William Krueger explains why he visits libraries in out-of-the way places

Why Libraries?

Tomorrow, I’ll drive almost three hundred miles to present a program at a library in Ponca, Nebraska, a town with a population of less than a thousand people. At a recent signing, a guy who’d seen the event calendar on my website asked me, as if I was crazy, “Why would a New York Times bestselling author bother to go to a small burg like that?” The line of people waiting to have books signed was long, so I gave him a quick, rather flip answer: “Because they asked me.”

Really, it’s a question that deserves a more considered response.

These days I do about a hundred book events every year. A very large percentage take place in small libraries in rural communities. Towns with names like Vinton, Black River Falls, Spirit Lake, Eagle Butte, Hallock. Places most of you have never heard of and most generally with populations less than five thousand. Places that take me several hours to reach, often by backroads. Although I have a pretty good following and reputation, it’s not uncommon to discover that some of the folks who are there have never heard of me before. They come because having a real live author at their library is an event as rare as a two-headed calf.

So why spend all this time and energy, which might be channeled instead into writing more books, visiting places that are barely even dots on a map? Part of it is, in fact, the flip answer I gave the guy in the signing line: I do it because I’m invited, and I have a difficult time saying no. Part of it is that I usually ask for an honorarium. It’s a pretty modest amount, all things considered, and I donate every cent of it to the Native community in Minnesota. Part of it is that I can never resist an opportunity to talk about myself. 

But at heart, the reason is that I believe there’s no better mechanism for ensuring a free and democratic society than our public libraries.

Libraries are nothing less than the archives of our culture.

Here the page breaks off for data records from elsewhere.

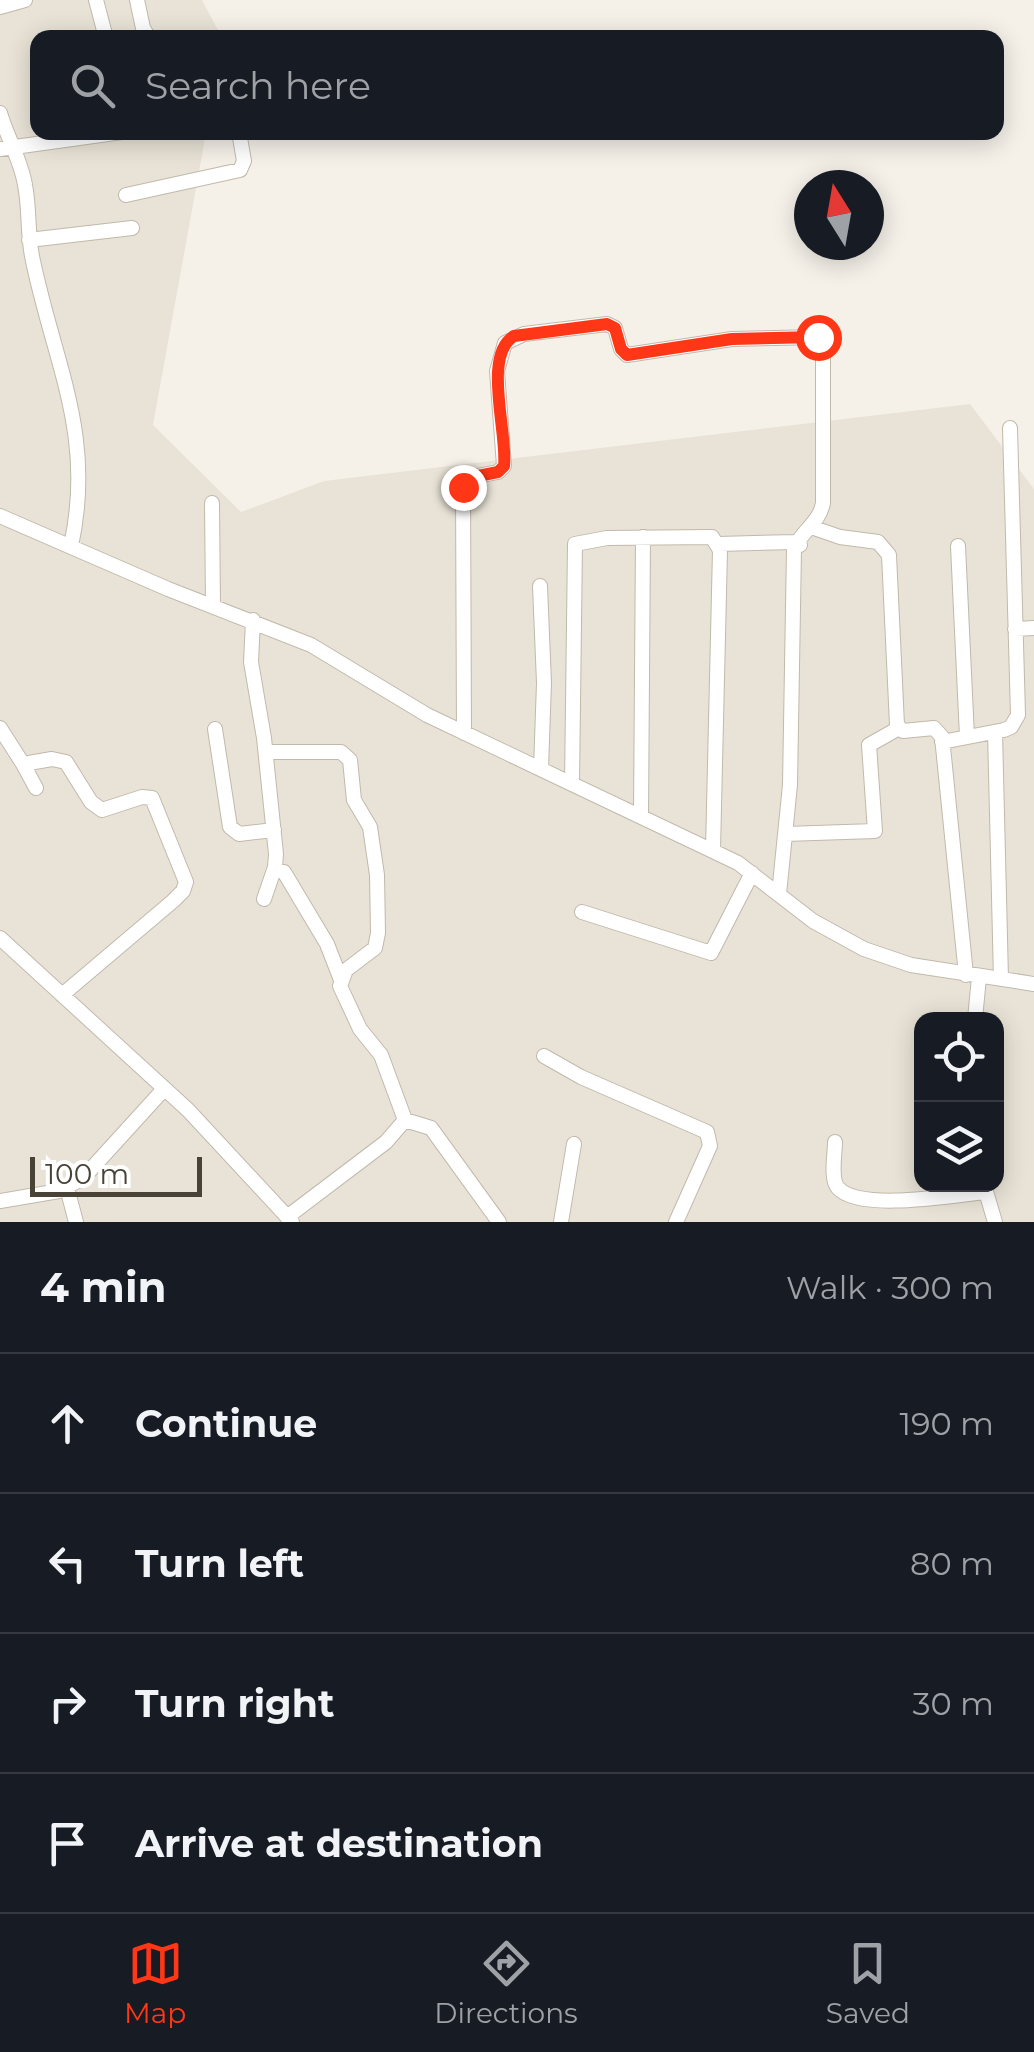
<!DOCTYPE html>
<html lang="en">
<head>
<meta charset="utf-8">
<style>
  body { margin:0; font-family:Montserrat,sans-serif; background:#20242c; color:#f1f3f6 }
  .controls { position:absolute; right:30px; bottom:30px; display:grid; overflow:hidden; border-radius:20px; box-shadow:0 5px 25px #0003 }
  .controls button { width:90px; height:90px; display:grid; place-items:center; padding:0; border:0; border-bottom:2px solid #363941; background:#171b24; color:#f1f3f6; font:50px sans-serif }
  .compass { position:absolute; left:794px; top:170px; width:90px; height:90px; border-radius:50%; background:#171b24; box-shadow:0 5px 25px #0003; rotate:349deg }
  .scale { position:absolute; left:30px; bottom:25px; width:172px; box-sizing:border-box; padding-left:10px; border:5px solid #494237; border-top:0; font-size:28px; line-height:35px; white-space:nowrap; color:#494237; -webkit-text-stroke:8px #fff; paint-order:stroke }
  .stop { position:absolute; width:30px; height:30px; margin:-22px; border:8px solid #ff3716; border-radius:50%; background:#fff }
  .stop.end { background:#ff3716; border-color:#fff; box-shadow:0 2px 10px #0008 }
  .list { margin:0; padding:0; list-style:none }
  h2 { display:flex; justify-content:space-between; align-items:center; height:130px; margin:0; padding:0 40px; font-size:42px }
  h2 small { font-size:32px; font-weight:400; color:#9ea1a6 }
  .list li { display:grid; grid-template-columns:65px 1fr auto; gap:30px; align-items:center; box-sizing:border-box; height:140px; padding:0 40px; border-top:2px solid #363941 }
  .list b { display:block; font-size:38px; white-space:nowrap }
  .list em { font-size:32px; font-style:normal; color:#9ea1a6 }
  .icon { flex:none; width:55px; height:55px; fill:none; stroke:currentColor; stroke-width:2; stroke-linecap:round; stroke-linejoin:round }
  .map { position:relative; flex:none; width:1034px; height:1222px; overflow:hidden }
  .search { position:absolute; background:#171b24; box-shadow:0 5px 25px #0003; left:30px; right:30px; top:30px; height:110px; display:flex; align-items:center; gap:25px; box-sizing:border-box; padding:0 35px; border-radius:20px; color:#9ea1a6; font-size:38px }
  .sheet { height:690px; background:#171b24 }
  nav { display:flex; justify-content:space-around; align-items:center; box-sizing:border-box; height:140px; border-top:2px solid #363941; background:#171b24; font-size:28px; color:#9ea1a6 }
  nav a { display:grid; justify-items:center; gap:5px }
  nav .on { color:#ff3716 }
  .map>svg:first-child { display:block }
  .residential { fill:#e9e3d7; fill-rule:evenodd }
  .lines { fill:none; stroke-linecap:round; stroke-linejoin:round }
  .minor-casing { stroke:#c1b9ab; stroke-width:16 }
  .minor { stroke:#fff; stroke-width:14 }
  .route { stroke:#ff3716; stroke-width:12 }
</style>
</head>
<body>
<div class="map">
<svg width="1034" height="1222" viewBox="0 0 1034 1222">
  <rect width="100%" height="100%" fill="#f5f1e9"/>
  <path class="residential" d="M0,0H202L219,32L218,38H38V132L206,133L153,425L241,512L324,481L970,404L1034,489V1222H0ZM922,1019H996V1184H922Z"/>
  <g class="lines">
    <g class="minor-casing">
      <path id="minor" d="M96,0L106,38
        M137,0L143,28L149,38
        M0,7L25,0
        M0,113C7,137 21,160 25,185C30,210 27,236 33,261C55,366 95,435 71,546
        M0,149L122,132
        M126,195L240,170L244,161L239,132
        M29,240L132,228
        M212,503L213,605
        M0,516L168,589L311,645L427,715L738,863L813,921L864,949L911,965L1034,984
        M811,527L840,537L878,542L889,555L897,725L903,731L934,728L942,737L966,975
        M718,544L796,542L800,545
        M958,546L967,737
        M540,586L544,683L541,769
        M253,620L251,662L264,738L276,854L275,867L264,899
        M1015,629L1034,628
        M0,728L23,764L52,759L66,762L91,802L102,810L142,797L152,798L186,882L183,891L173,901L62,995
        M215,729L230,827L239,834L274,830
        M995,732L1001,979
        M464,733L463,487L467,478L498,472L504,466L497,371L505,343L524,334L607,324L615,328L621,349L627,355L732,339L818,337L823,345V503C819,524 801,531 794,549L790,785L779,894
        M942,742L1004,730L1011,727L1018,715L1010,428
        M266,752H341L350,760L354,800L370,827L377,875L378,933L375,948L346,970L340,986L360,1029L381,1055L405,1120L386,1142L287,1217
        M23,764L36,788
        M572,783L575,544L607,538L712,537L720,550L713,850
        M641,815L643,537
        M785,834L875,831L869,745L899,728
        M284,872L327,944L341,980
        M582,912L711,953L752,873
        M0,938L188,1110L292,1222
        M975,1019L979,977
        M544,1056L581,1077L707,1132L710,1146L676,1222
        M405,1120L431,1128L499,1222
        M835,1142C835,1154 830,1179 838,1188C860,1212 954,1195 985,1192
        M984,1185L995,1222
        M67,1188L76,1222
        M0,1201L59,1191L83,1178L164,1089
        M561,1222L574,1144"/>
    </g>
    <use href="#minor" class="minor"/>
  </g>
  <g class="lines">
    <path class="route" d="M463,487L468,478L498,472L504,466C508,434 482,355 514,336L607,324L615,328L621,349L627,355L732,339L818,337"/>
  </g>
</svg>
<div class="controls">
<button><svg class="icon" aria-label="locate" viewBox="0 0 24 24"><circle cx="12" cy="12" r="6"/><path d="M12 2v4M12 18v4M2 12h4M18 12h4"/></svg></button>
<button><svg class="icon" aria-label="layers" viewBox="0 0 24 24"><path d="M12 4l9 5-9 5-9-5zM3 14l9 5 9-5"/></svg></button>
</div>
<svg class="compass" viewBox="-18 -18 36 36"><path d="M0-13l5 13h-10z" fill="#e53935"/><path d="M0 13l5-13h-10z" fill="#9ea1a6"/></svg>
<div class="scale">100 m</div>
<div class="stop" style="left:818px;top:337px"></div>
<div class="stop end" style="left:463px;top:487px"></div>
<div class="search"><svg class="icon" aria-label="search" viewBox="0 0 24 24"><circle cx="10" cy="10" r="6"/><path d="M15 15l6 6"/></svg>Search here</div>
</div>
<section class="sheet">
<h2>4 min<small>Walk · 300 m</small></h2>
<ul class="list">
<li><svg class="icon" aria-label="ahead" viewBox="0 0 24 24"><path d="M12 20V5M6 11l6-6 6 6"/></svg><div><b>Continue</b></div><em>190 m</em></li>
<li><svg class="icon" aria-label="left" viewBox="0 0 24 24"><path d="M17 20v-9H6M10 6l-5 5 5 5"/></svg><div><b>Turn left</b></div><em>80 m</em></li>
<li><svg class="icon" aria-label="right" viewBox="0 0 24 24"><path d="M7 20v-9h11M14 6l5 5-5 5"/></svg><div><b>Turn right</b></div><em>30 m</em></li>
<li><svg class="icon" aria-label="arrive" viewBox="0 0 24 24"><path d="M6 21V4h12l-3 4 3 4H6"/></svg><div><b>Arrive at destination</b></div></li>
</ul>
</section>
<nav>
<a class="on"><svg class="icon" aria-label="map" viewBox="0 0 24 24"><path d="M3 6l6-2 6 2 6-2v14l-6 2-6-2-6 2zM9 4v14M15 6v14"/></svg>Map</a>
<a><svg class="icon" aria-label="directions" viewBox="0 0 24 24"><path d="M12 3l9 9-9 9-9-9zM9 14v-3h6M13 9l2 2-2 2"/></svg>Directions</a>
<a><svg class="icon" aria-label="saved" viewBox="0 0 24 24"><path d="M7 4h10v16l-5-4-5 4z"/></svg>Saved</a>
</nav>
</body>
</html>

These are the places that house the books that guide us to an understanding of who we were and where we came from, help us make sense of who we are now, and maybe point the way to who we might become. When our libraries and librarians are gone, with them goes everything we are as a people.

Free and open access to knowledge is an essential right in a democracy. Keeping our libraries alive and vital is as important to our freedom as anything spelled out in our Constitution.

So I drive thousands of miles every year and hope that in this way, maybe I’m helping the health of libraries, maybe giving back a little of what, over my lifetime, they’ve given me. But I confess, that another reason I go is that an event at a rural library is often accompanied by a potluck supper. And who can resist a good Midwest potluck?